## EXERCISE INSTRUCTIONS
Wherever the string "list" shows up in the material below, copy that line.

——————

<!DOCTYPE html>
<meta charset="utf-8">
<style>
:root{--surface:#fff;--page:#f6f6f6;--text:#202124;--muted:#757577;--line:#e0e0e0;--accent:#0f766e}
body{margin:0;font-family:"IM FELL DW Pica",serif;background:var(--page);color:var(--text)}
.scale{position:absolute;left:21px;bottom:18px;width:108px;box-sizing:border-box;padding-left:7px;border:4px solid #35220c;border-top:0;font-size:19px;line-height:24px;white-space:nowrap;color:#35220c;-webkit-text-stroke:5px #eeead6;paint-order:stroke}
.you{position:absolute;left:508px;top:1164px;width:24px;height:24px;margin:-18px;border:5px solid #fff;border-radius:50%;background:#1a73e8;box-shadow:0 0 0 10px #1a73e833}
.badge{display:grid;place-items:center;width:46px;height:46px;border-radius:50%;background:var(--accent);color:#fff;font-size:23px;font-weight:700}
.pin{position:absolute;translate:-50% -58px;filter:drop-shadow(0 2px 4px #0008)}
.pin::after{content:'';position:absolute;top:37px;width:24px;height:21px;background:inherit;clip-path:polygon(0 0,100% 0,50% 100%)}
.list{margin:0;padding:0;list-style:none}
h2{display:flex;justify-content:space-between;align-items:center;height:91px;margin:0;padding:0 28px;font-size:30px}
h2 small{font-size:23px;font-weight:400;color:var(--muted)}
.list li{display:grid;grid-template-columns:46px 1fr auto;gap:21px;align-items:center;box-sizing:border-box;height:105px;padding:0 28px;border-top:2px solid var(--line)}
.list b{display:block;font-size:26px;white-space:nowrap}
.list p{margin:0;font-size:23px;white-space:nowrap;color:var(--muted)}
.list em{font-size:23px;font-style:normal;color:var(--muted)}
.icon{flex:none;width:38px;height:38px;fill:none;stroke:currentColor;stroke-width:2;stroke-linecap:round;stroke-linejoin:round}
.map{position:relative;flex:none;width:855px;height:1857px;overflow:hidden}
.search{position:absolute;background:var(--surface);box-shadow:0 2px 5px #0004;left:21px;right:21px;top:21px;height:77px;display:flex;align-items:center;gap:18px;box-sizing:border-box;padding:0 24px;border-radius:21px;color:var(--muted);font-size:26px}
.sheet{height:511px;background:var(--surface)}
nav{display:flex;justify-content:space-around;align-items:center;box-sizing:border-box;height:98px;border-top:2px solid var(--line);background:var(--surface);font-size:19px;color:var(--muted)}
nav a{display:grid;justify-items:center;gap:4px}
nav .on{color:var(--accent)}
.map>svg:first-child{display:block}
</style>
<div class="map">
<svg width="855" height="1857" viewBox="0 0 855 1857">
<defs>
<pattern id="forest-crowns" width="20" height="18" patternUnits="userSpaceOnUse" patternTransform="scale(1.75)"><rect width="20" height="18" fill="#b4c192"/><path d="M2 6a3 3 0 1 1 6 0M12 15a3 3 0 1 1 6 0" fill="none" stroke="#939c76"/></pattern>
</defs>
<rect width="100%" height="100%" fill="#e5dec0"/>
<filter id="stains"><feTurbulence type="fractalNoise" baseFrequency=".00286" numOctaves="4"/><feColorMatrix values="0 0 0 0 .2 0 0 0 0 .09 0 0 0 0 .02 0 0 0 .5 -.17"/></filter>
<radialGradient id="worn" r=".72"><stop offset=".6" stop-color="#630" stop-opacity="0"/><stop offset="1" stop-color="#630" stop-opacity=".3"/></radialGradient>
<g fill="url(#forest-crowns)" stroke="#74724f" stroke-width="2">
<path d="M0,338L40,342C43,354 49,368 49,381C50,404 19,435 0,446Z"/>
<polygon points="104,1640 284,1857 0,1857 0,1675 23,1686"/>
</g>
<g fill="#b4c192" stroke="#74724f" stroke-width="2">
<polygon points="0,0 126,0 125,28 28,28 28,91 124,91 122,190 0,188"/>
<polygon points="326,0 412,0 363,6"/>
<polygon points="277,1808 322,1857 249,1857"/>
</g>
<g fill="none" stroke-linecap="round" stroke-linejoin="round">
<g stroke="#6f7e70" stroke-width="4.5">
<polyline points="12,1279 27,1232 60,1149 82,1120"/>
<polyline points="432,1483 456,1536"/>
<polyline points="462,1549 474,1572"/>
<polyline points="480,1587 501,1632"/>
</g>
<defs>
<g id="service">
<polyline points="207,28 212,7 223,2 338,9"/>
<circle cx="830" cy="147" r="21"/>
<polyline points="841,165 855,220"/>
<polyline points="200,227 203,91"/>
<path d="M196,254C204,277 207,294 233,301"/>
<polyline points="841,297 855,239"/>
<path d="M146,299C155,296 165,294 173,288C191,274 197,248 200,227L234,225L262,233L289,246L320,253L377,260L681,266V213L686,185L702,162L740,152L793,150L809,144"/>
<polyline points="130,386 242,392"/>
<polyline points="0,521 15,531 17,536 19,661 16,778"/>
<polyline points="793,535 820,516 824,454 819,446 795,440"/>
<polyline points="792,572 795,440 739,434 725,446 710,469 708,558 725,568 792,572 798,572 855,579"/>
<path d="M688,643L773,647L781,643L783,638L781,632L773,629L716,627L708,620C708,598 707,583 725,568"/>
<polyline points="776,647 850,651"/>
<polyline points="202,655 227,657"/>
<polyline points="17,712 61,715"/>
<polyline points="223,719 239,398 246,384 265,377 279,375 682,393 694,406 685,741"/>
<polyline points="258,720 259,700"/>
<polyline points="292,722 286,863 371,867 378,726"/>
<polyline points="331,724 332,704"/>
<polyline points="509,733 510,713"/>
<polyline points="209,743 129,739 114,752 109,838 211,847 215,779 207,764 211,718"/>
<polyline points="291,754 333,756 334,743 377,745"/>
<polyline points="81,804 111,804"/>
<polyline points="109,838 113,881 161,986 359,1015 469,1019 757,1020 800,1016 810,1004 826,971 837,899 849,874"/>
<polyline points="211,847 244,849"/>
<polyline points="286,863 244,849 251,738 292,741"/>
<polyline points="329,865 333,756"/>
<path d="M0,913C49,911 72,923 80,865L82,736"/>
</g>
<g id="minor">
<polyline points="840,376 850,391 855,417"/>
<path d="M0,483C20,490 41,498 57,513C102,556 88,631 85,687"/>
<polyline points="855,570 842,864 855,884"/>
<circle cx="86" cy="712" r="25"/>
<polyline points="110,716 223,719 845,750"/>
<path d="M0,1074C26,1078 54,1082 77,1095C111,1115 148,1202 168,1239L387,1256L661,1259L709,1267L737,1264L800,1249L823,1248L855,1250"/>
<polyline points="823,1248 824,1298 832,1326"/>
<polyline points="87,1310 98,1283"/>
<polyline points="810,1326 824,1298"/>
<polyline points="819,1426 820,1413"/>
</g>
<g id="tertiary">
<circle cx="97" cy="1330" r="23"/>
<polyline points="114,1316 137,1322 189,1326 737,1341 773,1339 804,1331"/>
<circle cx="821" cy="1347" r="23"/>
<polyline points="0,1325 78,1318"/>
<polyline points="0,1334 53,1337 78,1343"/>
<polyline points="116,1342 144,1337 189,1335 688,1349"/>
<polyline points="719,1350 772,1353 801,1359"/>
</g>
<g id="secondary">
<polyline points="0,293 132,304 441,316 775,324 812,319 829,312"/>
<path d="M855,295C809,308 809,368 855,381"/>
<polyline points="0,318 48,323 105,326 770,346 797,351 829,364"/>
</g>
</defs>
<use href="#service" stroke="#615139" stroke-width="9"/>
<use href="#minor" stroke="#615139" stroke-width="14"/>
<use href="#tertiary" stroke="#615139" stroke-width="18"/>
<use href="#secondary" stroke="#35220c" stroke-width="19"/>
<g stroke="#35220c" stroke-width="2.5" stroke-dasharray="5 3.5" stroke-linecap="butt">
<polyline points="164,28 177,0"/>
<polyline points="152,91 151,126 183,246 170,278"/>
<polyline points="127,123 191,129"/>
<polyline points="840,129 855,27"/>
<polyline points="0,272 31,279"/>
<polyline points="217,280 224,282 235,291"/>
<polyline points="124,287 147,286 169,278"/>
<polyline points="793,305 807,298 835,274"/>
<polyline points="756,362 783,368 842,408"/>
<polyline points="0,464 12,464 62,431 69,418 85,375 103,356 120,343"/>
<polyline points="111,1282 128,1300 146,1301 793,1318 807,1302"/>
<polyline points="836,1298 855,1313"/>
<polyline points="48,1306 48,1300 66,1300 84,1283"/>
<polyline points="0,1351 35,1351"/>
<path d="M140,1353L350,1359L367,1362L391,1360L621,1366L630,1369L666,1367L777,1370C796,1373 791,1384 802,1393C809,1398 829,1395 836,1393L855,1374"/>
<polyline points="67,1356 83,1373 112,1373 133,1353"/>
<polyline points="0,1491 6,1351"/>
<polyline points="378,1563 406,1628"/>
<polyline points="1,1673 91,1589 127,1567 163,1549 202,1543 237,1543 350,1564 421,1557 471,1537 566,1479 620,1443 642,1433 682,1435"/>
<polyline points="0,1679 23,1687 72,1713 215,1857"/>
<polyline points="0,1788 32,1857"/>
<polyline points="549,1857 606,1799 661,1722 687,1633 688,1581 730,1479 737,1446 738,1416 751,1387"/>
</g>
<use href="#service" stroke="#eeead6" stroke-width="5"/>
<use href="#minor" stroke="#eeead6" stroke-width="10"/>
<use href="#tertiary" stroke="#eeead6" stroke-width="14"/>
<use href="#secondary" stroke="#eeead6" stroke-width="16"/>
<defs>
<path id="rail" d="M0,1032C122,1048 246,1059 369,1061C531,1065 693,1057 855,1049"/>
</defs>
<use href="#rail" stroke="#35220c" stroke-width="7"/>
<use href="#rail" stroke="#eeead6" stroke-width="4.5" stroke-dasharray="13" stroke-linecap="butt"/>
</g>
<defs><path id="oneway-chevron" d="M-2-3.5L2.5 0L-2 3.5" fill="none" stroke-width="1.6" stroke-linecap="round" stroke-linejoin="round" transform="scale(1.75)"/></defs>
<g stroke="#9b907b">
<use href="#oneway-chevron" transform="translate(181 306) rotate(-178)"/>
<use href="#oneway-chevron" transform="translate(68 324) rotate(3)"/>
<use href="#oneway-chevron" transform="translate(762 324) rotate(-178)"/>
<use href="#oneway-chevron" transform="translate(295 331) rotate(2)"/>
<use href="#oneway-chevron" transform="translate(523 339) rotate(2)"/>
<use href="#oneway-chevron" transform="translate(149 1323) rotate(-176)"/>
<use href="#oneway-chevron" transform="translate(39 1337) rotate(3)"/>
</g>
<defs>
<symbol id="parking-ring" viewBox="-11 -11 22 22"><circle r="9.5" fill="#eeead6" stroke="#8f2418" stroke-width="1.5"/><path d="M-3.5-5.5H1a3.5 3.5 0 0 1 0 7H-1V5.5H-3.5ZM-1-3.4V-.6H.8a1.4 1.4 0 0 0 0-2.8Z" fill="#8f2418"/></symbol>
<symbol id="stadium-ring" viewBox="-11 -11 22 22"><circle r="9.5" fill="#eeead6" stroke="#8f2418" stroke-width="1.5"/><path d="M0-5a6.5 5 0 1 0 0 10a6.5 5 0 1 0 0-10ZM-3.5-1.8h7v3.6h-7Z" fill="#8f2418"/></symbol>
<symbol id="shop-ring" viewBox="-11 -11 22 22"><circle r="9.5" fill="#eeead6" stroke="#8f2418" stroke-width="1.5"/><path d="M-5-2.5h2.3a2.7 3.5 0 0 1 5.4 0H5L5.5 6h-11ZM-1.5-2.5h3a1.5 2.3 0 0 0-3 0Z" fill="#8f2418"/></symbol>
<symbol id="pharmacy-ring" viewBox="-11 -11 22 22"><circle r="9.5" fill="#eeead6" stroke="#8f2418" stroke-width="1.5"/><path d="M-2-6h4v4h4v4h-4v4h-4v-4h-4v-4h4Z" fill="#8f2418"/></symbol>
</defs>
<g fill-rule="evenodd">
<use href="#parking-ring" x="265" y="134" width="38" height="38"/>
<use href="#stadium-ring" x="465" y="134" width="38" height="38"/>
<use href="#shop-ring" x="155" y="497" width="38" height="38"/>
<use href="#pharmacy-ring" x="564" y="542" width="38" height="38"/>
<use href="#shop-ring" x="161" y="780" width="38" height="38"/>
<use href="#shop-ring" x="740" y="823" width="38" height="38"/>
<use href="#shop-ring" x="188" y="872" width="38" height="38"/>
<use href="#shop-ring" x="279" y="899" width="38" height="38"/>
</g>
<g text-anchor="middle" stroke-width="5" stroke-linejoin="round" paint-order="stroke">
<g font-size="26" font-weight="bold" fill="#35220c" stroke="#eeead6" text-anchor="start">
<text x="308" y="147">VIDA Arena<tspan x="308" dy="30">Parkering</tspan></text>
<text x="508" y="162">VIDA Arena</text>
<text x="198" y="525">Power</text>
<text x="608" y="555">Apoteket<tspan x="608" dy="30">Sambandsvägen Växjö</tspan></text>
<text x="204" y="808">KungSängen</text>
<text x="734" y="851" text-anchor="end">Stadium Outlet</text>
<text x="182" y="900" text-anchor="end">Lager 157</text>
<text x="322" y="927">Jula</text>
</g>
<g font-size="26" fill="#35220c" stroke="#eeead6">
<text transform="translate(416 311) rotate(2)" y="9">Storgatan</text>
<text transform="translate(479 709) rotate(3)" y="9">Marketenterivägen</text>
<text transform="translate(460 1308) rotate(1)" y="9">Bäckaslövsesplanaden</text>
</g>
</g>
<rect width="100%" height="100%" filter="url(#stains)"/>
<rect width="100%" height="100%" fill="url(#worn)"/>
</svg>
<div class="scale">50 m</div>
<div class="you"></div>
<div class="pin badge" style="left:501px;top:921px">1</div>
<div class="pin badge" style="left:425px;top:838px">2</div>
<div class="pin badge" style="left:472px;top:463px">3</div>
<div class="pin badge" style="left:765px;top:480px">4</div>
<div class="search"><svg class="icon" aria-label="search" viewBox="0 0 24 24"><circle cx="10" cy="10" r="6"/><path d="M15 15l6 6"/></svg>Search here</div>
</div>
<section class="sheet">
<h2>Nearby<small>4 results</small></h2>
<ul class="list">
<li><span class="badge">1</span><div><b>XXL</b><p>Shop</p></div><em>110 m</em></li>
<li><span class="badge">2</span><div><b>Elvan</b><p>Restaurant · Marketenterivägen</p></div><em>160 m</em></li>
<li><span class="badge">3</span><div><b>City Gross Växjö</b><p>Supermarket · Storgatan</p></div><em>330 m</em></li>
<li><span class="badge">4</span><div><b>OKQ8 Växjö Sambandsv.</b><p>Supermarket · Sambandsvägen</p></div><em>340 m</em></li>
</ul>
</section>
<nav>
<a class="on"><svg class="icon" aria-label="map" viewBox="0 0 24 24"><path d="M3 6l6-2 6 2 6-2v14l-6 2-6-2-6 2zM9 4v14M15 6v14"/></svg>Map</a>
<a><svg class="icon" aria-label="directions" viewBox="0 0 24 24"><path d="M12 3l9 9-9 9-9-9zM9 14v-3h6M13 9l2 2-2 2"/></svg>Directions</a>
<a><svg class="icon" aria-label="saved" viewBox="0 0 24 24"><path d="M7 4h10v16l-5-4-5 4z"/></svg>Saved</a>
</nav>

——————

## WORKED SOLUTION
.list{margin:0;padding:0;list-style:none}
.list li{display:grid;grid-template-columns:46px 1fr auto;gap:21px;align-items:center;box-sizing:border-box;height:105px;padding:0 28px;border-top:2px solid var(--line)}
.list b{display:block;font-size:26px;white-space:nowrap}
.list p{margin:0;font-size:23px;white-space:nowrap;color:var(--muted)}
.list em{font-size:23px;font-style:normal;color:var(--muted)}
<ul class="list">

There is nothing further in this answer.